Deputi Bidang Ekonomi Kementerian PPN/Bappenas, Amalia Adininggar Widyasanti, mengatakan tingkat produktivitas di Indonesia menurun ketika pandemik COVID-19 sehingga menyebabkan keterbatasan efisiensi ekonomi, kegiatan inovasi dan struktural. Masalah ini juga menyebabkan ketergantungan kepada komoditas dan menyebabkan keterbatasan sumber ekonomi.

Menurutnya, redesign kebijakan pembangunan diperlukan dengan melakukan berbagai perubahan secara global.

“Perekonomian Indonesia harus kita dorong untuk bergeser. Selama ini hanya mengandalkan sektor ekstraktif, menuju kegiatan ekonomi yang bisa menciptakan nilai tambah dan berbasis pada ilmu dan pengetahuan,” ujarnya.

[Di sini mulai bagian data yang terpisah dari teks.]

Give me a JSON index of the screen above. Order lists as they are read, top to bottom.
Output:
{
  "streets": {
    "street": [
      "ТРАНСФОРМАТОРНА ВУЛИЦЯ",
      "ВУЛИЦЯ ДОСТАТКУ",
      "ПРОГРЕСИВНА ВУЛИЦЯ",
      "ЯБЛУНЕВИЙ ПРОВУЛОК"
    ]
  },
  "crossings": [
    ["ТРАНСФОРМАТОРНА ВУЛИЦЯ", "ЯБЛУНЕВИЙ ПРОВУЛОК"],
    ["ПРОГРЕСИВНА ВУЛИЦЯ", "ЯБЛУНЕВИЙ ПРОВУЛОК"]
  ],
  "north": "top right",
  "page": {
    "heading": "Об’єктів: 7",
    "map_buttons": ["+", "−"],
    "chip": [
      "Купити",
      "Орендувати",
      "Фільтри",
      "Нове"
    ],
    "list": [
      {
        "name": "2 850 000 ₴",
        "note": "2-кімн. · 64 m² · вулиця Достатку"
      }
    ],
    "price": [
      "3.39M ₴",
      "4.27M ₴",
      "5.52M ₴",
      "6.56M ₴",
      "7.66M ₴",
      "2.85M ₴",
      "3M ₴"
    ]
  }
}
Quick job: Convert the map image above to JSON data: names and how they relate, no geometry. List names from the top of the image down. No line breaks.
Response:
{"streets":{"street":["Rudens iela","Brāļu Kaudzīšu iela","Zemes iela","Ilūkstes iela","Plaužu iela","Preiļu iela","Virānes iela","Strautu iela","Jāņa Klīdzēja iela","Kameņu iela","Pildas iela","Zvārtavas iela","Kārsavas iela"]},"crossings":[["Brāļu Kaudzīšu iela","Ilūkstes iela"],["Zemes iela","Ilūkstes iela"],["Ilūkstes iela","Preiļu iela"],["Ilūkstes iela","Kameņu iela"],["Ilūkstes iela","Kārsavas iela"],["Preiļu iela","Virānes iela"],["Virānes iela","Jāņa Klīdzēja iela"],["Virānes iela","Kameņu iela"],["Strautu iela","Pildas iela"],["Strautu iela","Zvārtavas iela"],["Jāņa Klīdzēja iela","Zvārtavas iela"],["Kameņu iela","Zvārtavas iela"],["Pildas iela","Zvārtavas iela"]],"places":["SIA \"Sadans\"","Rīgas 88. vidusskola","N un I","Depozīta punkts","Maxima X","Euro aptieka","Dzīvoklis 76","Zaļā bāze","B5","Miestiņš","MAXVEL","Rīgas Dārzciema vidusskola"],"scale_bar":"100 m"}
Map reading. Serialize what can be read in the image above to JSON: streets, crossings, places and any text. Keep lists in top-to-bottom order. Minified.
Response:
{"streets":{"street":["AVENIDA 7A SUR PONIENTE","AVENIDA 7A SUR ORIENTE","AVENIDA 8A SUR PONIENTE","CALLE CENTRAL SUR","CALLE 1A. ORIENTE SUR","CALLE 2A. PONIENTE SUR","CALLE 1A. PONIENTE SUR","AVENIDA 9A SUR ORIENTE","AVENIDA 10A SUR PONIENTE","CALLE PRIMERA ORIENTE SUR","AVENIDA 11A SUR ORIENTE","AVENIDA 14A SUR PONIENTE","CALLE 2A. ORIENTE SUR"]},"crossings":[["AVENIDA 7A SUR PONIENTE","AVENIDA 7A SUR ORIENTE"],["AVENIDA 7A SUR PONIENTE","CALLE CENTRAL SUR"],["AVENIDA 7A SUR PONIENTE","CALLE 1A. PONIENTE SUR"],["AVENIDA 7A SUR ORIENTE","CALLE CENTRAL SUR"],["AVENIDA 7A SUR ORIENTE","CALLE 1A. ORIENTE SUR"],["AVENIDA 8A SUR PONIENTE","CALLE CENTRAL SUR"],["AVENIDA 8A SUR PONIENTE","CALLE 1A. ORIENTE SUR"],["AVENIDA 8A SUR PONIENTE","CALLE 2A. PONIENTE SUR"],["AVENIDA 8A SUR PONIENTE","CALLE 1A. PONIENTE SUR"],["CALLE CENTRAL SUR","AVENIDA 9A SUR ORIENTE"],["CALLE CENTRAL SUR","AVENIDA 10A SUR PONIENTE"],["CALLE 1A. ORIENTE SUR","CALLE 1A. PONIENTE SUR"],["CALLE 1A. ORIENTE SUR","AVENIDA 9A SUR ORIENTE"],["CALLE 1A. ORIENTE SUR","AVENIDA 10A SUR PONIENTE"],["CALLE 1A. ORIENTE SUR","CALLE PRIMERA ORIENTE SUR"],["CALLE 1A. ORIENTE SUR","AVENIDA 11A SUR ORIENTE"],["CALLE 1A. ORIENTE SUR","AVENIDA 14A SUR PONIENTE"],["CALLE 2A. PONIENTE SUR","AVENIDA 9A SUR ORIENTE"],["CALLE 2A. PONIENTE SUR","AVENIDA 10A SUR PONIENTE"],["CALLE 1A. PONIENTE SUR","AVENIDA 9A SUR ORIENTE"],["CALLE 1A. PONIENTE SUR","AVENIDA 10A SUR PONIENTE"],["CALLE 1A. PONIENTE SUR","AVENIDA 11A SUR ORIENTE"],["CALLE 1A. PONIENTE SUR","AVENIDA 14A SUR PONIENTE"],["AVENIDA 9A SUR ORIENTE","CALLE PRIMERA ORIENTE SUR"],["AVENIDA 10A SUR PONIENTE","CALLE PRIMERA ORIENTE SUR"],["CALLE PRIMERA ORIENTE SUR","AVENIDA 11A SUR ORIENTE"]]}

Bappenas kemudian menyusun langkah-langkah startegis dalam melakukan redesign dari tansformasi ekonomi Indonesia pasca COVID-19. Harapannya, dapat mewujudkan pertumbuhan ekonomi inklusif dan berkelanjutan. Berikut 6 langkah yang dirancang Bappenas:

  1. Memastikan SDM Indonesia berdaya saing baik dalam kesehatan maupun pendidikan 
  2. Peningkatkan produktivitas sektor ekonomi melalui industrialisasi. Peningkatan produktivitas UMKM dan modernisasi pertanian
  3. Merealisasikan ekonomi hijau
  4. Realisasi ekonomi hijau
  5. Melakukan transformasi digital melalui pembangunan infrastruktur dan pemanfaatan digital
  6. Integrasi ekonomi domestik

Sementara itu, pada tahun 2021, sektor pertanian, kehutanan, dan perikanan disebut berkontribusi sebesar yakni 15,71 persen dari Produk Domestik Regional Bruto (PDRB) Bali. Sedangkan sektor industri pengolahan berkontribusi sebesar 6,7 persen.

“Dengan partisipasi aktif di IDF kali ini, kami bisa rumuskan solusi nyata meningkatkan kontribusi pengolahan, dan perekonomian Bali menembus 7 persen pada 2045,” ujar Amalia.